Abrí la puerta despacio, casi sin hacer ruido. Tuve miedo de encontrarme a mamá sentada en la sala: el teléfono en la mano, llamando al portero del condominio. Pero sólo estaba Josué, iluminado por las luces amarillas en la tele. «¿Dónde andabas?», dijo sin soltar la palanca. «Habló mamá, que va a llegar tarde. Que tiene junta en el Sanborns enfrente de la oficina… Le dije que ya estabas aquí». Giró la silla para verme. «Y tú no le vas a contar que estuve jugando». Levantó las cejas, esperando que le respondiera. «Okey». Sonrió y regresó a cazar fantasmas que corrían de regreso a su base con los ojos muy abiertos. «Hay gansitos y leche para cenar… ¿Y tu novia?». No le contesté, no tenía ganas de discutir. Tampoco tenía hambre. «Evelia se cayó», murmuré, pero los fantasmas ya se habían recuperado y comenzaban a perseguir a Pac-man.

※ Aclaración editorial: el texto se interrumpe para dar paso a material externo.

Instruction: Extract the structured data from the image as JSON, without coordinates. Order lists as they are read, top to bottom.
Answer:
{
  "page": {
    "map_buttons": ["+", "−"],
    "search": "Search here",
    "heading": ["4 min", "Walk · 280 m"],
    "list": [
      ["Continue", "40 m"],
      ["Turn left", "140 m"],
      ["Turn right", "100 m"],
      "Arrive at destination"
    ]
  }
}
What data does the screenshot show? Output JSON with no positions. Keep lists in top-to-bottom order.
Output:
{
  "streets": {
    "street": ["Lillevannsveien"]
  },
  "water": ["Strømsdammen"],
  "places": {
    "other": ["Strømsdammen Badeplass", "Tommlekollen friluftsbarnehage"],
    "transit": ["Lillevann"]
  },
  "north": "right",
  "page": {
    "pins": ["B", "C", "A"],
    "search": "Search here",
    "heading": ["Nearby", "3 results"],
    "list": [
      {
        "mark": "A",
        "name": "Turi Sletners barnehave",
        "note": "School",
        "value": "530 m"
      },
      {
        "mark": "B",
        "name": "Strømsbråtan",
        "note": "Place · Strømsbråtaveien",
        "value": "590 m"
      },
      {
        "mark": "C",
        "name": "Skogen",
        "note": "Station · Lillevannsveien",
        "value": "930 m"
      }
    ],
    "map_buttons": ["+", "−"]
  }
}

En la cama estuve dando vueltas sin dejar de pensar en el santo. Había sido efectivo, sin duda, pero el milagro que había hecho estaba mal. Cada vez que cerraba los ojos lo veía, con su fondo naranja, como de fuego, y su cara de enojo. Soñé al trapeador muerto de sed en la azotea y al pie de Evelia, torcido hacia arriba, llamándolo. Me despertó el ruido de la puerta cuando mamá salió a trabajar. Me cubrí con la sábana. Tal vez había sido sólo una casualidad y Benito Juárez no tuvo nada que ver con la caída de Evelia; esas cosas pasan. Mi abuela se resbaló alguna vez en el piso húmedo a pesar de que traía zapatos de plástico. La única manera de saber si el cuadro en el edificio de Aidée había sido responsable del accidente era hacer una prueba.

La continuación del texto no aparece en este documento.